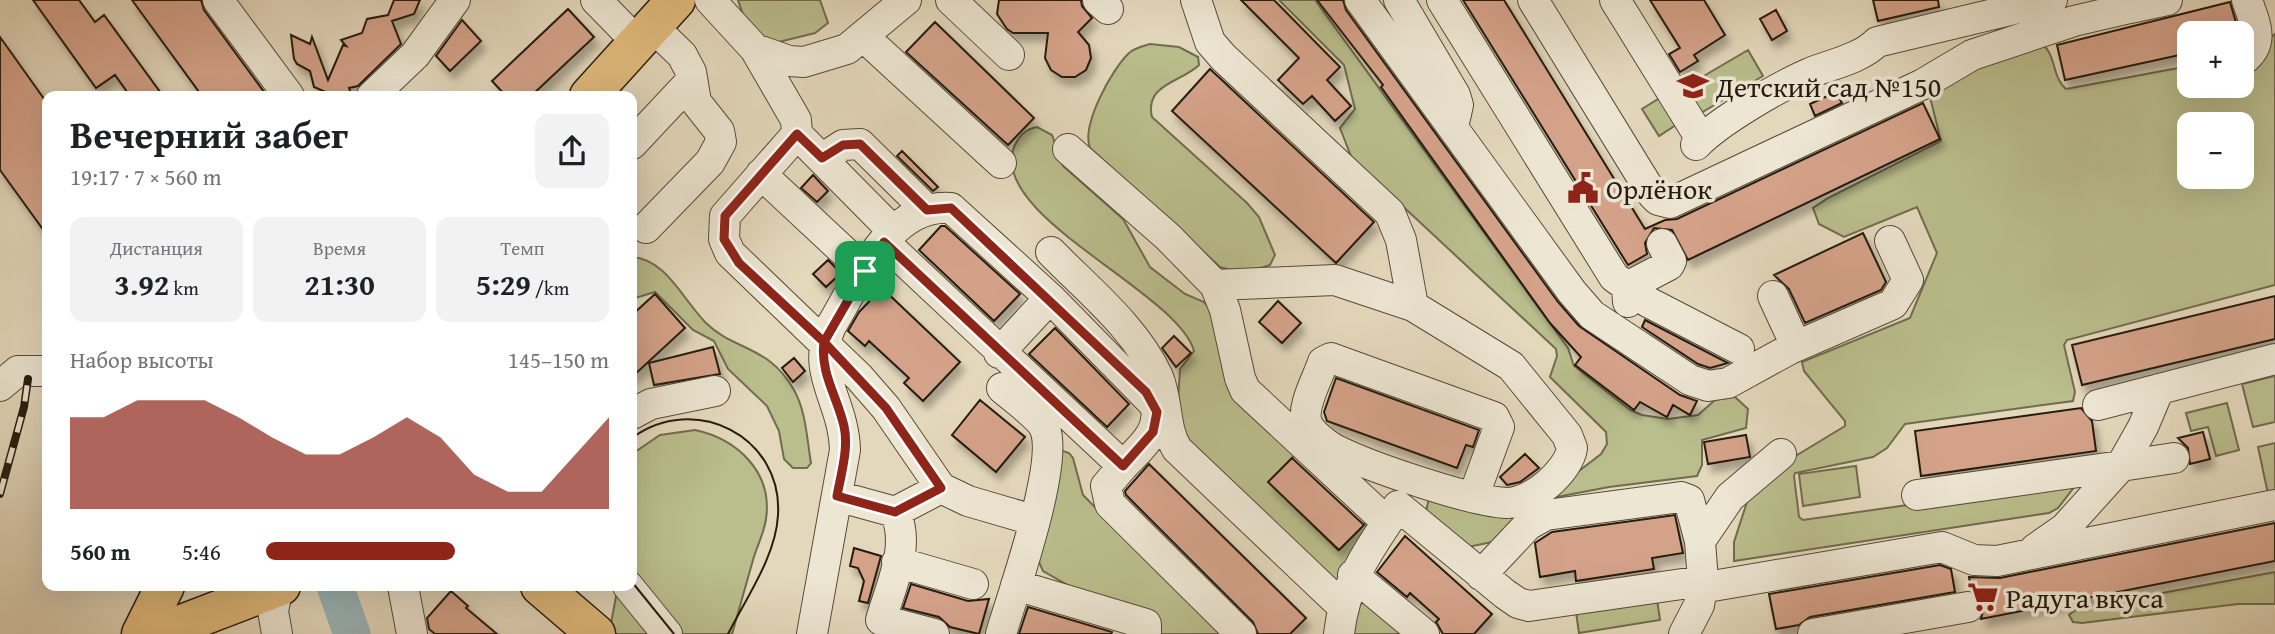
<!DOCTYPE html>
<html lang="ru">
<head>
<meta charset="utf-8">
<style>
	:root { --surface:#fff; --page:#f2f2f2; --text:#202124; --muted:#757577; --accent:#8f2418 }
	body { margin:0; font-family:"Gentium Book Plus",serif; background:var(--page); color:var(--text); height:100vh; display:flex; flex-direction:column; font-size:26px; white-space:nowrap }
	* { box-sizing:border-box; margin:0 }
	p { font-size:23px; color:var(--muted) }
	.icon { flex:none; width:38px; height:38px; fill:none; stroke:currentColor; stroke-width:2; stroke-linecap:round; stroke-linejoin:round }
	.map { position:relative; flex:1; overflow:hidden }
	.details { position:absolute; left:42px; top:91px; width:595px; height:500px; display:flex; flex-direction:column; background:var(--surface); border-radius:14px; box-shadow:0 7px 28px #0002 }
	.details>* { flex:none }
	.controls { position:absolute; left:2177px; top:21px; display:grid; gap:14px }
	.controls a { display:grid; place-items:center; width:77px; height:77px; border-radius:14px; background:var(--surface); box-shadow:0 7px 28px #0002; font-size:35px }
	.pin { position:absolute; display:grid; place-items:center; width:60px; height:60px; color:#fff; margin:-30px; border-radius:14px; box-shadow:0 4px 10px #0006 }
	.round { display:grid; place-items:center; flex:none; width:74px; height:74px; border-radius:14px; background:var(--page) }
	.overview { display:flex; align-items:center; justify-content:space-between; height:119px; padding:0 28px }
	h1 { font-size:38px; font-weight:700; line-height:52px }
	.figures { display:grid; grid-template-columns:repeat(3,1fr); gap:10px; height:119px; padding:7px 28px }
	.figures div { display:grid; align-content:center; border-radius:14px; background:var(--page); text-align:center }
	.figures b { font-size:30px; font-weight:700 }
	.figures small { font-size:19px; font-weight:400 }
	.figures p { font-size:19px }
	.chart { height:196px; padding:14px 28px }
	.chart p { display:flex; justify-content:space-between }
	.chart svg { width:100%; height:126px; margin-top:7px; fill:var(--accent); opacity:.7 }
	ul { padding:0 28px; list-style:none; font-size:23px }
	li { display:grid; grid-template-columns:112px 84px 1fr; align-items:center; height:52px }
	li i { height:18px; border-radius:9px; background:var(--accent) }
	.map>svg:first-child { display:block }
	.green { fill:#babd8c; stroke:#706c4e; stroke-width:2; fill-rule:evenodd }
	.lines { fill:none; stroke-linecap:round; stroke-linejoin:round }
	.river { stroke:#9ab7bb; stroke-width:37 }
	.building { fill:#d4a289; stroke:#261c0f; stroke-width:2; filter:url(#shadow) }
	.minor-casing { stroke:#564b3a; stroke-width:32 }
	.major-casing { stroke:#261c0f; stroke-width:41 }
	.minor { stroke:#ede6d3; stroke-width:30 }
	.major { stroke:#e2bc7e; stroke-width:38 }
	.tram { stroke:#261c0f; stroke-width:2 }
	.rail-casing { stroke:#261c0f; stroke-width:8 }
	.rail { stroke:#ede6d3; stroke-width:5; stroke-dasharray:16; stroke-linecap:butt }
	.route-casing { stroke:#fff; stroke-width:14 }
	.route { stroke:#8f2418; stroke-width:9 }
	.labels { text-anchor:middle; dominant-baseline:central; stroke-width:7; stroke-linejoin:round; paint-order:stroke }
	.poi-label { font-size:28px; fill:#261c0f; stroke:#ede6d3; text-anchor:start }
</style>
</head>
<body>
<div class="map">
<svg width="2275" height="634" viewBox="0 0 2275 634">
	<defs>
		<filter id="shadow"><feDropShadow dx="4.5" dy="8" stdDeviation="3.5" flood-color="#0004"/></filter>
	</defs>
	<rect width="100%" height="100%" fill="#e4d8bc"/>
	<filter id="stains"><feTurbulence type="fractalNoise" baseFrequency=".00286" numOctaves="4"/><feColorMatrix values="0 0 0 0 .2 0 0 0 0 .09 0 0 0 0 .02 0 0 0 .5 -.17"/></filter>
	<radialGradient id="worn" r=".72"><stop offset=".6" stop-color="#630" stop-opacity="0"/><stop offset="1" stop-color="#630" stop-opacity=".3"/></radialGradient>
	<path class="green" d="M738,0H820L828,23L815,33L775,43L758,36L746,24Z
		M1279,0H1315L1568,348L1574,366L1630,410L1642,415L1668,419L1698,415L1715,400L1734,396L1748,409L1746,428L1702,440V465L1697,476L1609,487L1541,500L1601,454L1607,444L1606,432L1550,377L1557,356L1556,349L1352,159L1340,128L1355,109L1344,65Z
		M2275,34V285L2067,340L2064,345L2075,392L2073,401L1905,424L1887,448L1873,457L1795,473L1794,476L1799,517L1803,520L2068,482L2075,486L2058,508L2049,513L1734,561V542L1748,499L1784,463L1845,426V421L1804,371L1802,362L1910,318L1937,253L1917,207L1844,237L1819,224L1813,208L1828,198L1941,141L1930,97L1936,85L2041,44C2056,52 2052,78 2066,89L2189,66V86H2242V57ZM2189,124H2242V177H2189Z
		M1150,44L1179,47L1198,57L1199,65C1182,82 1144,84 1152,117L1247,203L1259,217L1275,255L1270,265C1254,271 1237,273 1220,267L1090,148C1081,125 1112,69 1129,53C1134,48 1143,46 1150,44Z
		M1748,50L1763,76L1701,113L1685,87Z
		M1663,96L1679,123L1659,136L1642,109Z
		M1037,127L1052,135L1063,166L1123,219L1150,267L1185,294L1204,302L1211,310L1295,455L1269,482L1338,550L1367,521C1368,538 1343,562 1337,581L1183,442L1178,401L1180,369L1194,351C1177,291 988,216 1014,147C1019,136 1025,129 1037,127Z
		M632,257C666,259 683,300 706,323C734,351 769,345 794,390C806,411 807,440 811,463L807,468H793L784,459L779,431L767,406L728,369L714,341L693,330L655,292L632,299Z
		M2275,376V422L2253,427L2242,384Z
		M2227,403L2239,450L2216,456L2208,427L2191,431L2186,413Z
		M695,430C737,439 773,472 766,519C764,533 757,546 753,560C746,585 739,609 732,634H609L618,586H632V454L660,435Z
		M2275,443V492L2268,494L2258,447Z
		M1060,450L1069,453L1073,458L1083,495L1220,634H1154L1043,571L1039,562Z
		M1856,466L1860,497L1803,506L1799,474Z
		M1432,499L1521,518L1492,542L1468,547L1426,512L1428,502Z
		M2275,572V604H2238L2082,623L2073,622L2069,615L2076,609Z
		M1351,596L1360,605L1366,598L1413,634H1345Z
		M1657,599L1660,620L1579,633L1576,612Z"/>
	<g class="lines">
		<path class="river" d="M335,586L352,634"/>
	</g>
	<path class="building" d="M33,0H79L95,22L104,15L163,96H130L115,75L96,88Z
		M132,0H201L204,10L267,96H202Z
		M394,0H420L414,14L392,21L401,44L358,86L349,88L352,96H335L314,87L310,71L297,64L294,59L291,35L310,44L312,37L328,80L343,45L346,46L341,40L362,33L367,19L388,15Z
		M999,0H1081L1082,6L1092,18L1078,32L1089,45L1091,58L1086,70L1075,77H1062L1051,70L1045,58L1048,33H1013L1007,29L997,14Z
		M1241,0H1274L1340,67L1327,80L1351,106L1335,121L1312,96L1303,104L1278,80L1299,58Z
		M1317,0H1343L1346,10L1558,302L1579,326L1680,395L1697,401L1690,415L1673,405L1667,417L1640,402L1634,410L1575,365L1581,357L1550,323L1381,87L1383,85Z
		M1463,0H1504L1645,229L1665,220L1677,219L1923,103L1940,139L1688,260L1672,230L1654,228L1645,243L1647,254L1628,265Z
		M1650,0H1704L1725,35L1694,55L1698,61L1680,72L1669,54L1680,48Z
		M1873,0H1938L1939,7L1878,21Z
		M2230,2L2239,33H2189V53L2065,80L2057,45Z
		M568,9L594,37L531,96H506L492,81Z
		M1776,10L1787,31L1772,40L1760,19Z
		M462,20L481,41L450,71L436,56Z
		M935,22L1034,118L1008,145L906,52Z
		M0,37L47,103V235L0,170Z
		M1210,69L1374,222L1336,263L1172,111Z
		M1836,92L1842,103L1815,116L1810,104Z
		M902,151L938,187L933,191L897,156Z
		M813,175L828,191L817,202L801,188Z
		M941,226H945L1020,294L994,321L919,250Z
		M1863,233L1886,282L1881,290L1805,323L1789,289L1774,275Z
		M828,260L841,273L826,287L813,274Z
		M882,288L960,362L923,401L904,383L909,378L869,341L865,346L848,331L859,312Z
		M655,294L685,328L632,377V315Z
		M2275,296V339L2082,385L2072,345Z
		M1278,301L1301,323L1282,343L1259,322Z
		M1645,320L1728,363L1710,368L1698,364L1642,327Z
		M1055,328L1129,404L1107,427L1029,354Z
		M1174,336L1191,353L1176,367L1162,348Z
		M713,347L720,374L654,385L649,363Z
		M794,358L805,371L793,382L782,368Z
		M1336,378L1479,430L1473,447L1466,445L1457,468L1327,421L1324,412Z
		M980,400L1025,437L996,472L952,435Z
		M2081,408L2092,421L2096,451L1921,476L1915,431Z
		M2203,432L2210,459L2190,464L2188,448L2178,438Z
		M1746,435L1750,457L1708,464L1704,442Z
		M1525,454L1539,468L1520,482L1507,485L1500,477Z
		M1292,458L1364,525L1339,550L1268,482Z
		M1149,464L1306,618L1290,634H1258L1253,622L1126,495L1125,491Z
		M1675,515L1683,553L1652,558L1654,569L1576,581L1575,571L1540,577L1535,543L1552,532Z
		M2275,523V561L1981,619L1985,603L1981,595L1971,590L1969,577L2000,578Z
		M1405,536L1492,614L1474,634H1443L1436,622L1439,619L1410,593L1407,597L1377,572Z
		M854,548L881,556L868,603L859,601L864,581L858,568L850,566Z
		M1940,565L1951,569L1955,592L1810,617L1799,625L1776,629L1769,594Z
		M911,584L968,601L989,599L979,634L950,627L939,617L903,608Z
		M451,591L468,606L466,608L497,634H435L429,629L427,618Z
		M1028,607L1112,632L1111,634H1019Z"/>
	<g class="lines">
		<defs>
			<path id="minor" d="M218,0L289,96
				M596,0L638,43
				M710,0L755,49L789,61L804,62L847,49L906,0
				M951,0L1009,55
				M1098,0L1108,9
				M1196,0L1210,42L1223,57L1390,213L1401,240L1413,306
				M1360,0L1572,292L1592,315L1690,380L1708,386L1728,383L1790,349L1893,304L1908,280L1890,241
				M1399,0L1455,95L1458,105L1453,127
				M1442,0L1614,277L1648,302L1739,349
				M1533,0L1653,195L1658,200L1670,203L1923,84L1972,55L2074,21L2130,8
				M1615,0L1701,139
				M2125,0L2130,8L2167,0
				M864,37L1001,163
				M755,49L796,120L797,134L892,230
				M2242,61C2266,43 2255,24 2247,0
				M372,96L415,55L455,0
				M797,134L725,216L724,239L730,253L859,377L886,408L941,488L968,501L1033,520
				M632,144L692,80
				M1696,145C1719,121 1778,87 1810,73C1832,64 1860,59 1877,42L2052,0
				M1068,149L1168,237L1215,285L1225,310L1240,378L1245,390L1387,522
				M823,158L843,145L860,144L927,210
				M761,174L865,271
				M646,228L710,162L721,142L719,131L696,102L691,72L682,55L653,27
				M884,242L1123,466L1106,486L1110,504L1241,634
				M1051,252C1088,290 1135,327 1158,377C1168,400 1164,428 1177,449L1342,606
				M1215,285L1335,280L1413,306L1511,366L1567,435L1572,448C1569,471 1532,503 1507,503C1472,502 1367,466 1334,449C1325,444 1311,433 1307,423C1301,407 1318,378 1323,362L1331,358L1494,417L1499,427L1474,495
				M1773,296L1796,346
				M1050,298L1155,405C1163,431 1139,449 1123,466
				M1628,302L1627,287L1669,265L1671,261L1662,244
				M0,386L18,371H47
				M2098,405L2275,359
				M632,414L651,404L715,391
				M1917,495L2121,466L2143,427L2159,389
				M837,496L895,512C911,546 891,585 881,620L934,634
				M1398,506L1505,594L1518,603L1529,606L1703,581
				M895,512L941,488
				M2035,549L2065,528L2121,466L2174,458
				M897,562L973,584
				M1353,575L1424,634
				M1481,575L1528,525L1546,515L1681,497L1689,500L1700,541
				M1016,585L1146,624V634
				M403,586L412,634
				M628,586L667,634
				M1701,588L1942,547L1974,560L1997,561L2275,505
				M277,634L273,611L278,587
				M812,634L845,450C844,401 810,373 831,326C858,282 889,203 951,208L1050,298L999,353
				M1001,634C1013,593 1059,464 1045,429C1041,418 1012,397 1002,388
				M1339,634C1345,580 1369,550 1398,506
				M1684,634L1699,605L1703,581L1700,541L1730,497L1781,454
				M1813,634L1968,607"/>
			<path id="major" d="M589,96L676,0
				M540,586L596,634
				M141,634L165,586
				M156,634L281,586"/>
		</defs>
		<use href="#minor" class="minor-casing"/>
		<use href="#major" class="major-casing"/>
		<use href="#minor" class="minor"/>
		<use href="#major" class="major"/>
		<path class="tram" d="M632,438C694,392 783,436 778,515C776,556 746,598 728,634
			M632,582L674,634"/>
		<defs>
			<path id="rail" d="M0,494L24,407L28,379"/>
		</defs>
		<use href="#rail" class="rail-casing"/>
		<use href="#rail" class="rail"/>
	</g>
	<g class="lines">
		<defs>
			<path id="route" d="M865,271L824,342L886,408L941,488L895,512L837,496C841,474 849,448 844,426C837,396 820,373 824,342L739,263L724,239L725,216L797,134L822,158L843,145L860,144L927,210L951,208L1146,392L1157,412L1153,432L1123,466L884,242L865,271"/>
		</defs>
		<use href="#route" class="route-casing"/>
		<use href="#route" class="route"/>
	</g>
	<defs>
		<symbol id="school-bare" viewBox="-9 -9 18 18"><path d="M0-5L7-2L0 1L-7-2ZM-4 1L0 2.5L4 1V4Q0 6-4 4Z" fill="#8f2418" stroke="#ede6d3" stroke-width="2.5" paint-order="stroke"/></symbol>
		<symbol id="civic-bare" viewBox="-9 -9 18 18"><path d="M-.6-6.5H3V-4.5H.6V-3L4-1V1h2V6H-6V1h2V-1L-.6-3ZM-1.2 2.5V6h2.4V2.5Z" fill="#8f2418" stroke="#ede6d3" stroke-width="2.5" paint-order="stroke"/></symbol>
		<symbol id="supermarket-bare" viewBox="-9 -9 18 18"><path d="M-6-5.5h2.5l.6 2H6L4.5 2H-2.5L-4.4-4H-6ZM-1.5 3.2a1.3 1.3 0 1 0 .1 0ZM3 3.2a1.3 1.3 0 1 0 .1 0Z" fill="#8f2418" stroke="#ede6d3" stroke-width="2.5" paint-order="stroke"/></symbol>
	</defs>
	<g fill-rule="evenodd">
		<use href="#school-bare" x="1671" y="64" width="44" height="44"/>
		<use href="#civic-bare" x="1561" y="166" width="44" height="44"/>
		<use href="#supermarket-bare" x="1961" y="575" width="44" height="44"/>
	</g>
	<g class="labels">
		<g class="poi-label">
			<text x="1716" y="86">Детский сад №150</text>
			<text x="1606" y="188">Орлёнок</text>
			<text x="2006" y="597">Радуга вкуса</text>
		</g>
	</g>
	<rect width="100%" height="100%" filter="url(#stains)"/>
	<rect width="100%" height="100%" fill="url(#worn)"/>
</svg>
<div class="controls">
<a>+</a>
<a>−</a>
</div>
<div class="pin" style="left:865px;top:271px;background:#1e9e55"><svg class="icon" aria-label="arrive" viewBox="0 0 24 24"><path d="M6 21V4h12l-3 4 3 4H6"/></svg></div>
<section class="details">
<div class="overview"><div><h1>Вечерний забег</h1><p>19:17 · 7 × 560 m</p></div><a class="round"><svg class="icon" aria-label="share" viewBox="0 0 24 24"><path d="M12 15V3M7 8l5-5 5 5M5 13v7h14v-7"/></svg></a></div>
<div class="figures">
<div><p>Дистанция</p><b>3.92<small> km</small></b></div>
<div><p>Время</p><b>21:30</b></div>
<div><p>Темп</p><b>5:29<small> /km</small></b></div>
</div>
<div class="chart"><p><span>Набор высоты</span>145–150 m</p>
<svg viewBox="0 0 160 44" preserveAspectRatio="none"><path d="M0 44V12L10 12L20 6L30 6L40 6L50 12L60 19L70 25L80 25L90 19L100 12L110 19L120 32L130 38L140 38L150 25L160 12V44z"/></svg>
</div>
<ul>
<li><b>560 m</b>5:46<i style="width:55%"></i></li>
</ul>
</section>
</div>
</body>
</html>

Exercise requirements:
In the data above, copy every line where the string "controls" appears.

Exercise output:
	.controls { position:absolute; left:2177px; top:21px; display:grid; gap:14px }
	.controls a { display:grid; place-items:center; width:77px; height:77px; border-radius:14px; background:var(--surface); box-shadow:0 7px 28px #0002; font-size:35px }
<div class="controls">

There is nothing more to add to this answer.